The poem opens with the jarring statement:
Softly and humbly to the Gulf of Arabs
The convoys of dead sailors come . . .
Having “wander[ed] in the waters” by night, now “morning rolls [the dead sailors] in the foam.” Softness and humility are not qualities usually associated with death at sea, but the sailors’ bodies—lately full of life and violence—have adopted the ocean’s rhythms. The whispering sounds of the sea are reproduced in the alliteration, assonance, and half-rhyme of the onomatopoeic “sway and wander in the waters far under.” The swaying motion calls to mind the involuntary movement of seaweed and sea creatures too small to resist the currents.
Someone, in the second stanza, has time to bury the bodies, even amidst the onomatopoeic “sob and clubbing of the gunfire.” The last two lines of this stanza are unusually long and ceremonious:
To pluck them from the shallows and bury them in burrows
And tread the sand upon their nakedness . . .
The internal half-rhyme of “shallows” and “burrows” is technically half a feminine rhyme, since it involves both the stressed and unstressed syllables of each word. It gives the line a stateliness which is reinforced by the biblical phrasing and imagery of the following line; together, these lines lend dignity to the ritual of burial. In the midst of battle and with no materials for an elaborate funeral, the bodies are nevertheless treated with ceremony and respect.
Instead of marble or granite headstones, the graves in the third stanza are marked by "stake[s] of tidewood" that has washed up like the sailors. Notes are written on the wood in fading blue pencil “with such perplexity, with such bewildered pity” that “the words choke as they begin.” The writers may be physically choking as they write, but the word also refers to the unsteadiness of the writing and the emptiness of the information it conveys.
The pencil of the uninformative legend “Unknown seaman” on the tidewood is described in the fourth quatrain as “ghostly,” equating the faintness of the writing with the death it fails to classify. The connection is augmented by the color of the writing, which turns “As blue as drowned men’s lips” when buffeted by the “breath of the wet season,” just as the sailors have been buffeted—and perhaps were drowned—by their journey through the sea.
The final quatrain refers to the trope of death as a leveler and the end of all battles. Two ideas are juxtaposed which join the enemies together in death. First, in death, the souls or spirits of the seamen have “gone in search of the same landfall,” regardless of the side they fought on in life. Second, the sand joins their bodies together with a similar lack of discrimination, enlisting them together “on the other front.”
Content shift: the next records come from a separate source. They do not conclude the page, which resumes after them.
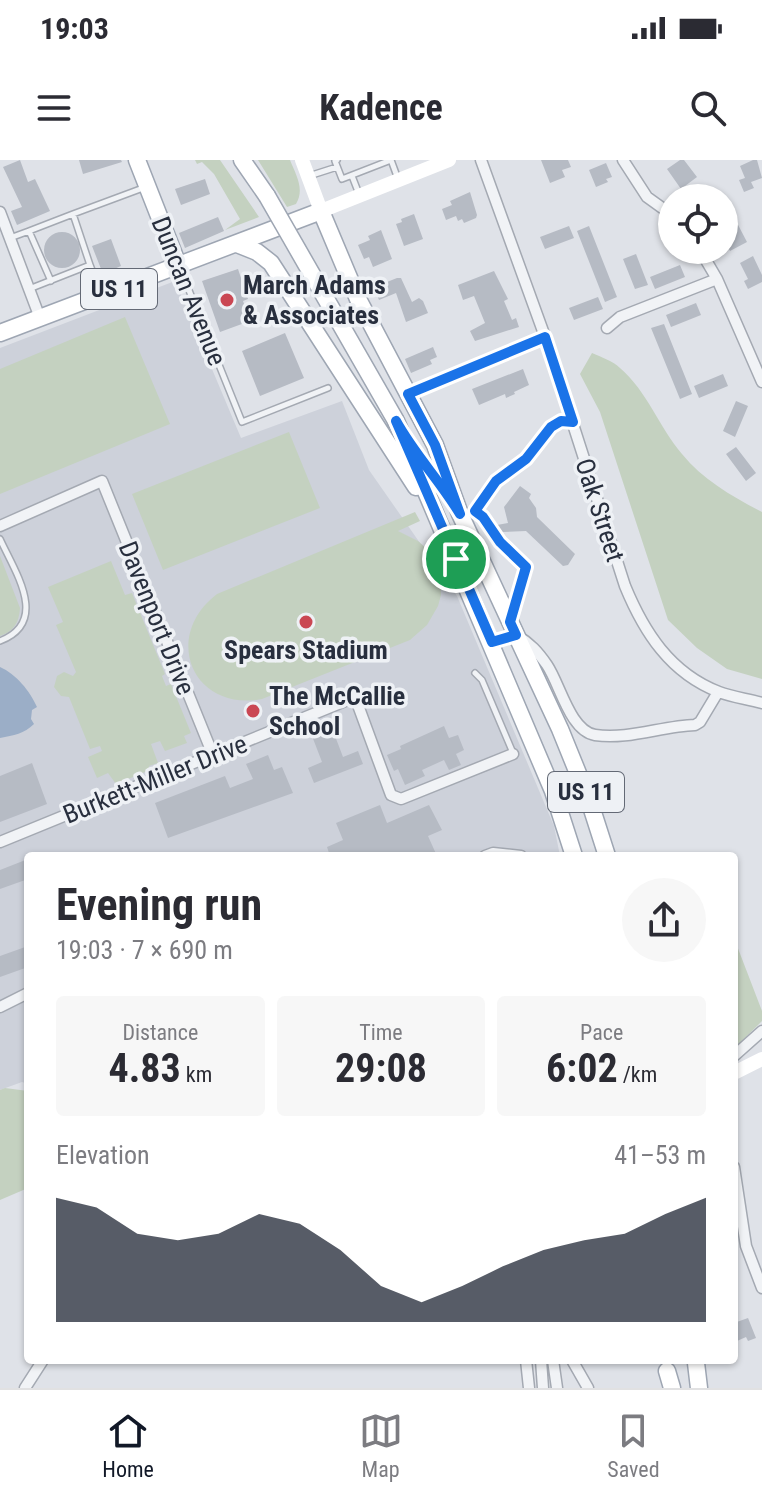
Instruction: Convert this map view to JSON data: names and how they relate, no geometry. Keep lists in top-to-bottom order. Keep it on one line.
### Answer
{"streets":{"main road":["US 11","Duncan Avenue"],"street":["Oak Street","Davenport Drive","Burkett-Miller Drive"]},"crossings":[["US 11","Duncan Avenue"],["Davenport Drive","Burkett-Miller Drive"]],"places":["March Adams & Associates","Spears Stadium","The McCallie School"],"page":{"status":"19:03","header":"Kadence","heading":["Evening run","19:03 · 7 × 690 m"],"stats":[["Distance","4.83 km"],["Time","29:08"],["Pace","6:02 /km"]],"chart":["Elevation","41–53 m"],"tabs":["Home","Map","Saved"]}}
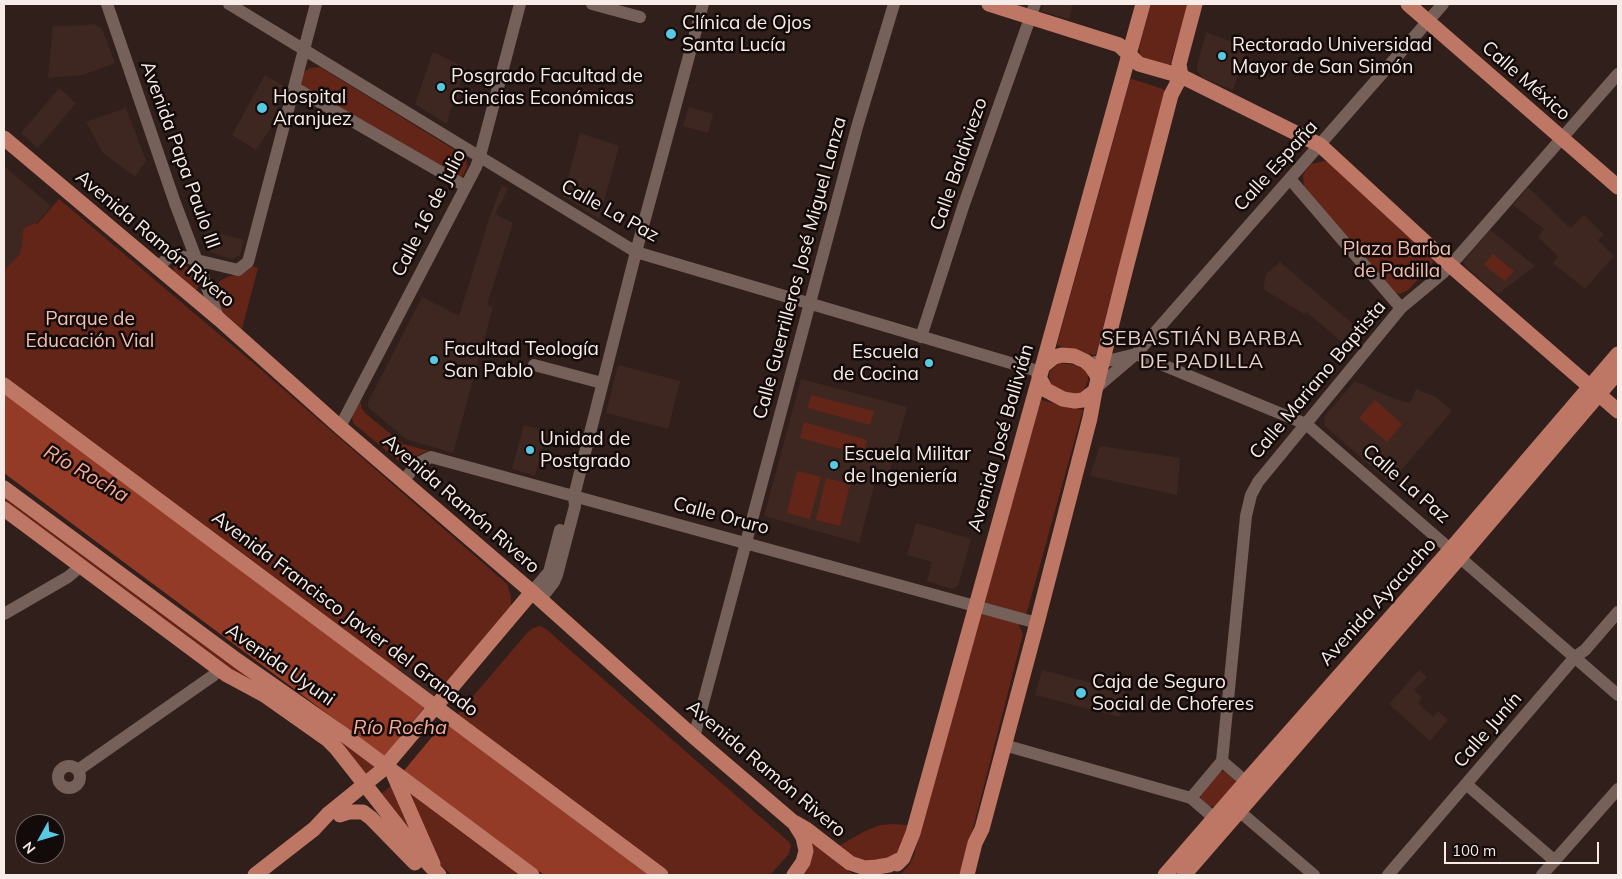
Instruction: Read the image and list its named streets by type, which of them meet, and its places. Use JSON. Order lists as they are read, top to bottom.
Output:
{
  "streets": {
    "main road": [
      "Calle México",
      "Avenida Ramón Rivero",
      "Avenida José Ballivián",
      "Avenida Ayacucho",
      "Avenida Francisco Javier del Granado",
      "Avenida Uyuni"
    ],
    "street": [
      "Avenida Papa Paulo III",
      "Calle Baldiviezo",
      "Calle España",
      "Calle La Paz",
      "Calle 16 de Julio",
      "Calle Guerrilleros José Miguel Lanza",
      "Calle Mariano Baptista",
      "Calle Oruro",
      "Calle Junín"
    ]
  },
  "crossings": [
    ["Calle México", "Calle España"],
    ["Calle México", "Calle Mariano Baptista"],
    ["Avenida Papa Paulo III", "Avenida Ramón Rivero"],
    ["Calle Baldiviezo", "Calle La Paz"],
    ["Calle España", "Calle La Paz"],
    ["Calle La Paz", "Calle 16 de Julio"],
    ["Calle La Paz", "Calle Guerrilleros José Miguel Lanza"],
    ["Calle La Paz", "Calle Mariano Baptista"],
    ["Calle La Paz", "Avenida José Ballivián"],
    ["Calle La Paz", "Avenida Ayacucho"],
    ["Calle La Paz", "Calle Junín"],
    ["Calle 16 de Julio", "Avenida Ramón Rivero"],
    ["Avenida Ramón Rivero", "Calle Guerrilleros José Miguel Lanza"],
    ["Avenida Ramón Rivero", "Avenida José Ballivián"],
    ["Avenida Ramón Rivero", "Calle Oruro"],
    ["Calle Guerrilleros José Miguel Lanza", "Calle Oruro"],
    ["Avenida José Ballivián", "Calle Oruro"]
  ],
  "districts": ["SEBASTIÁN BARBA DE PADILLA"],
  "water": ["Río Rocha"],
  "parks": ["Plaza Barba de Padilla", "Parque de Educación Vial"],
  "places": [
    "Clínica de Ojos Santa Lucía",
    "Rectorado Universidad Mayor de San Simón",
    "Posgrado Facultad de Ciencias Económicas",
    "Hospital Aranjuez",
    "Facultad Teología San Pablo",
    "Escuela de Cocina",
    "Unidad de Postgrado",
    "Escuela Militar de Ingeniería",
    "Caja de Seguro Social de Choferes"
  ],
  "scale_bar": "100 m",
  "north": "bottom left"
}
The importance of respectful burial is practically a cultural universal. It is a major theme of one of the most influential works of ancient Greek literature, Sophocles’s play Antigone. Its protagonist, Antigone, insists that her brother is entitled to a decent burial even if he fought as an enemy of the state. Necessity forces this perspective onto those who bury the sailors in Slessor’s poem, since they have no way to identify the sailors or the side on which they fought. The sailors lie side by side, connected by the sands of the beach, identifiable only as human beings.